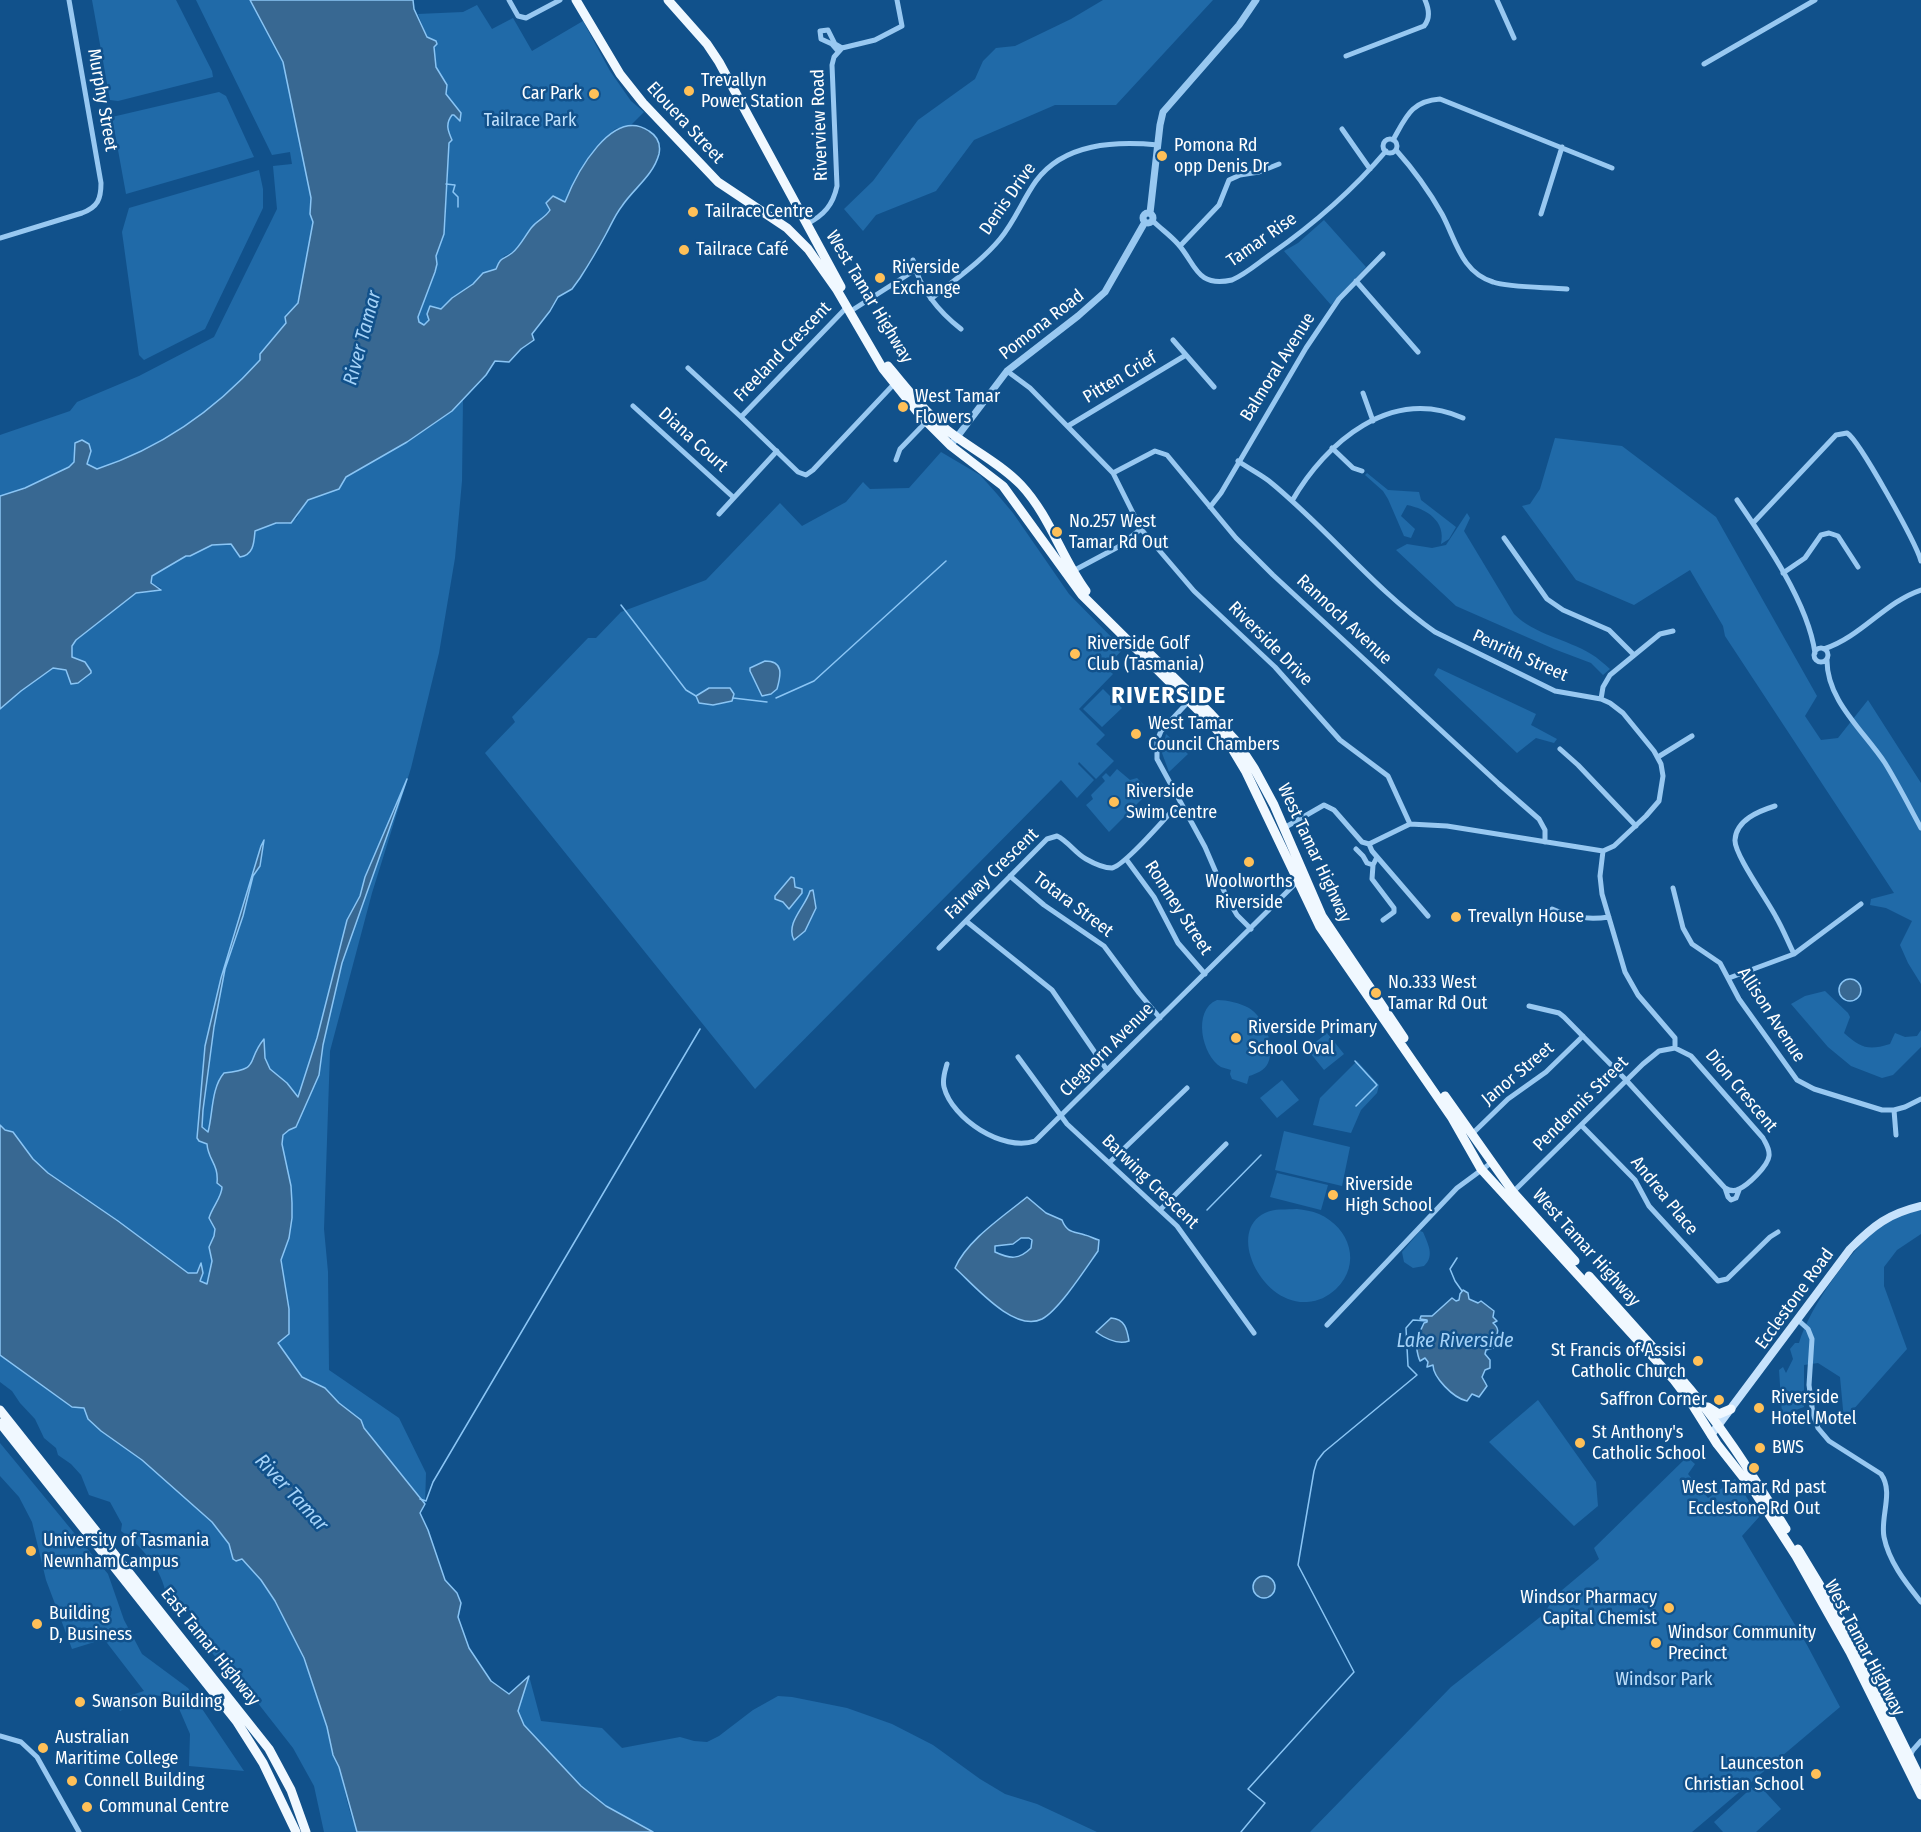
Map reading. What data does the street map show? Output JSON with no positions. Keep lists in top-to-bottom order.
{
  "streets": {
    "highway": ["Elouera Street", "West Tamar Highway", "East Tamar Highway"],
    "main road": ["Ecclestone Road"],
    "street": [
      "Murphy Street",
      "Riverview Road",
      "Denis Drive",
      "Tamar Rise",
      "Pomona Road",
      "Freeland Crescent",
      "Balmoral Avenue",
      "Pitten Crief",
      "Diana Court",
      "Rannoch Avenue",
      "Riverside Drive",
      "Penrith Street",
      "Fairway Crescent",
      "Totara Street",
      "Romney Street",
      "Allison Avenue",
      "Cleghorn Avenue",
      "Janor Street",
      "Dion Crescent",
      "Pendennis Street",
      "Barwing Crescent",
      "Andrea Place"
    ]
  },
  "crossings": [
    ["Elouera Street", "West Tamar Highway"],
    ["Riverview Road", "West Tamar Highway"],
    ["Denis Drive", "Pomona Road"],
    ["Tamar Rise", "Pomona Road"],
    ["West Tamar Highway", "Pomona Road"],
    ["West Tamar Highway", "Freeland Crescent"],
    ["West Tamar Highway", "Cleghorn Avenue"],
    ["West Tamar Highway", "Janor Street"],
    ["West Tamar Highway", "Pendennis Street"],
    ["West Tamar Highway", "Ecclestone Road"],
    ["Pomona Road", "Riverside Drive"],
    ["Balmoral Avenue", "Rannoch Avenue"],
    ["Balmoral Avenue", "Penrith Street"],
    ["Pitten Crief", "Riverside Drive"],
    ["Rannoch Avenue", "Riverside Drive"],
    ["Fairway Crescent", "Totara Street"],
    ["Fairway Crescent", "Romney Street"],
    ["Totara Street", "Cleghorn Avenue"],
    ["Romney Street", "Cleghorn Avenue"],
    ["Cleghorn Avenue", "Barwing Crescent"],
    ["Janor Street", "Dion Crescent"],
    ["Dion Crescent", "Pendennis Street"],
    ["Pendennis Street", "Andrea Place"]
  ],
  "districts": ["RIVERSIDE"],
  "water": ["River Tamar", "Lake Riverside"],
  "parks": ["Tailrace Park", "Windsor Park"],
  "places": [
    "Trevallyn Power Station",
    "Car Park",
    "Pomona Rd opp Denis Dr",
    "Tailrace Centre",
    "Tailrace Café",
    "Riverside Exchange",
    "West Tamar Flowers",
    "No.257 West Tamar Rd Out",
    "Riverside Golf Club (Tasmania)",
    "West Tamar Council Chambers",
    "Riverside Swim Centre",
    "Woolworths Riverside",
    "Trevallyn House",
    "No.333 West Tamar Rd Out",
    "Riverside Primary School Oval",
    "Riverside High School",
    "St Francis of Assisi Catholic Church",
    "Saffron Corner",
    "Riverside Hotel Motel",
    "St Anthony's Catholic School",
    "BWS",
    "West Tamar Rd past Ecclestone Rd Out",
    "University of Tasmania Newnham Campus",
    "Windsor Pharmacy Capital Chemist",
    "Building D, Business",
    "Windsor Community Precinct",
    "Swanson Building",
    "Australian Maritime College",
    "Launceston Christian School",
    "Connell Building",
    "Communal Centre"
  ]
}
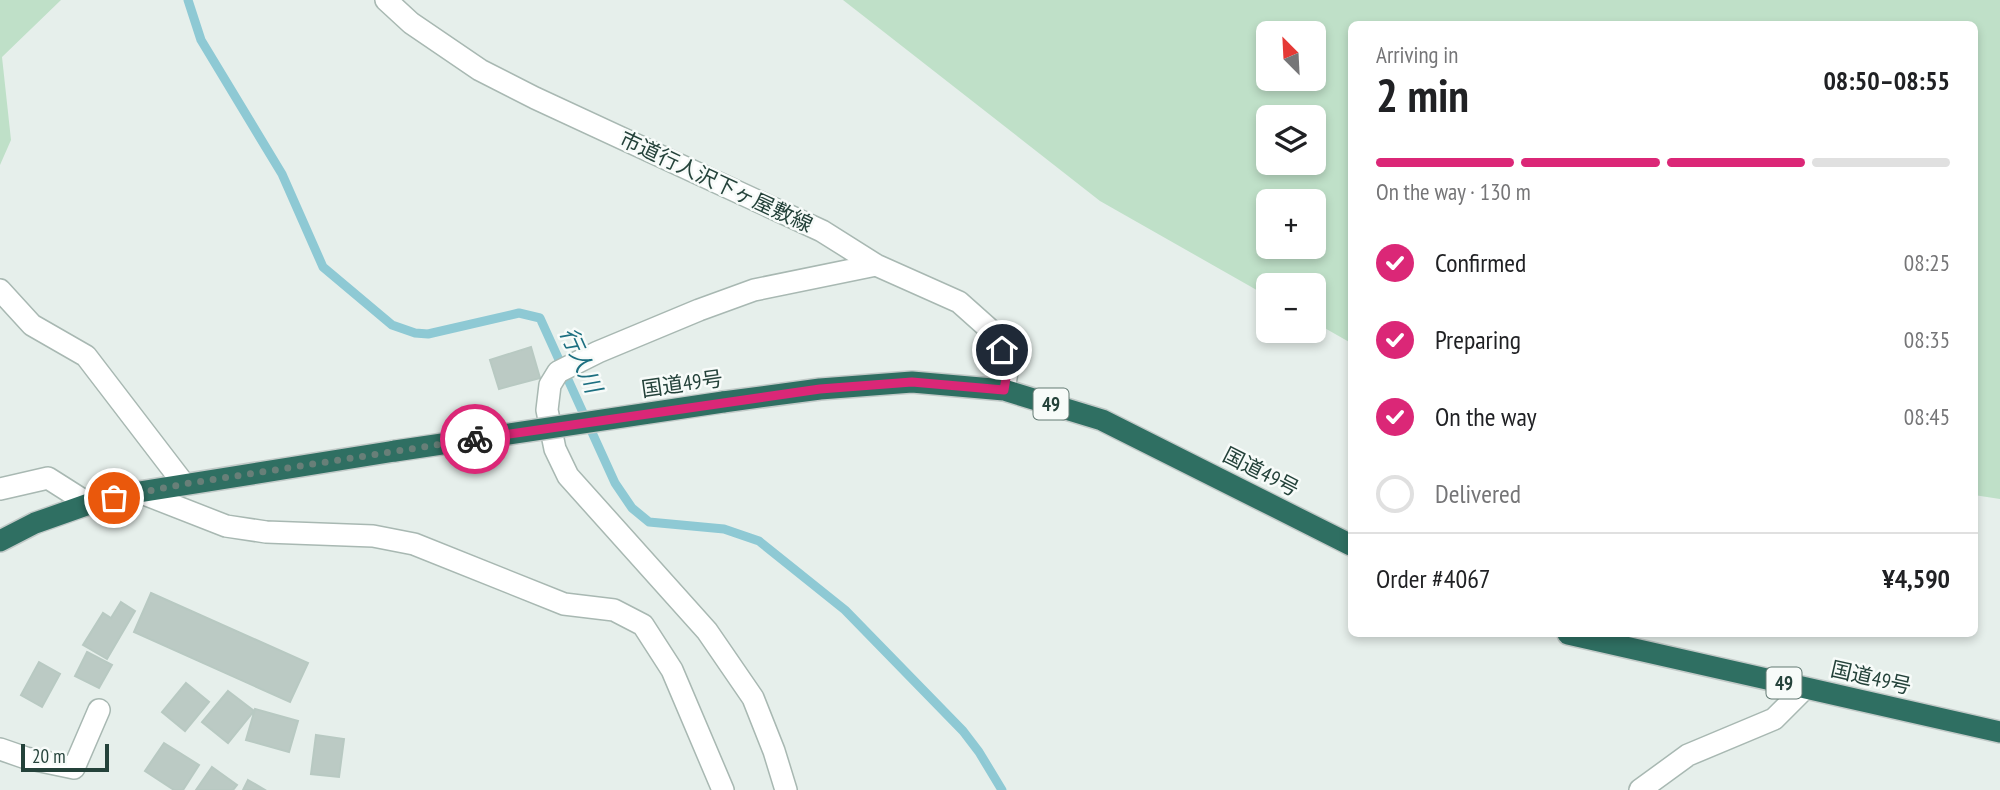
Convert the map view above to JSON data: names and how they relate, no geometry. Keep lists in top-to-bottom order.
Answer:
{
  "streets": {
    "highway": ["国道49号", "49"],
    "street": ["市道行人沢下ヶ屋敷線"]
  },
  "crossings": [
    ["市道行人沢下ヶ屋敷線", "国道49号"]
  ],
  "water": ["行人川"],
  "scale_bar": "20 m",
  "north": "top left",
  "page": {
    "map_buttons": ["+", "−"],
    "heading": ["2 min", "Arriving in", "08:50–08:55"],
    "panel": ["Order #4067", "¥4,590"],
    "bar": "On the way · 130 m",
    "list": [
      ["Confirmed", "08:25"],
      ["Preparing", "08:35"],
      ["On the way", "08:45"],
      "Delivered"
    ],
    "scale": "20 m"
  }
}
========================================
**Problem**
Whenever the string "Crescent" shows up in a line above, copy that line.

**Answer space**
      "Freeland Crescent",
      "Fairway Crescent",
      "Dion Crescent",
      "Barwing Crescent",
    ["West Tamar Highway", "Freeland Crescent"],
    ["Fairway Crescent", "Totara Street"],
    ["Fairway Crescent", "Romney Street"],
    ["Cleghorn Avenue", "Barwing Crescent"],
    ["Janor Street", "Dion Crescent"],
    ["Dion Crescent", "Pendennis Street"],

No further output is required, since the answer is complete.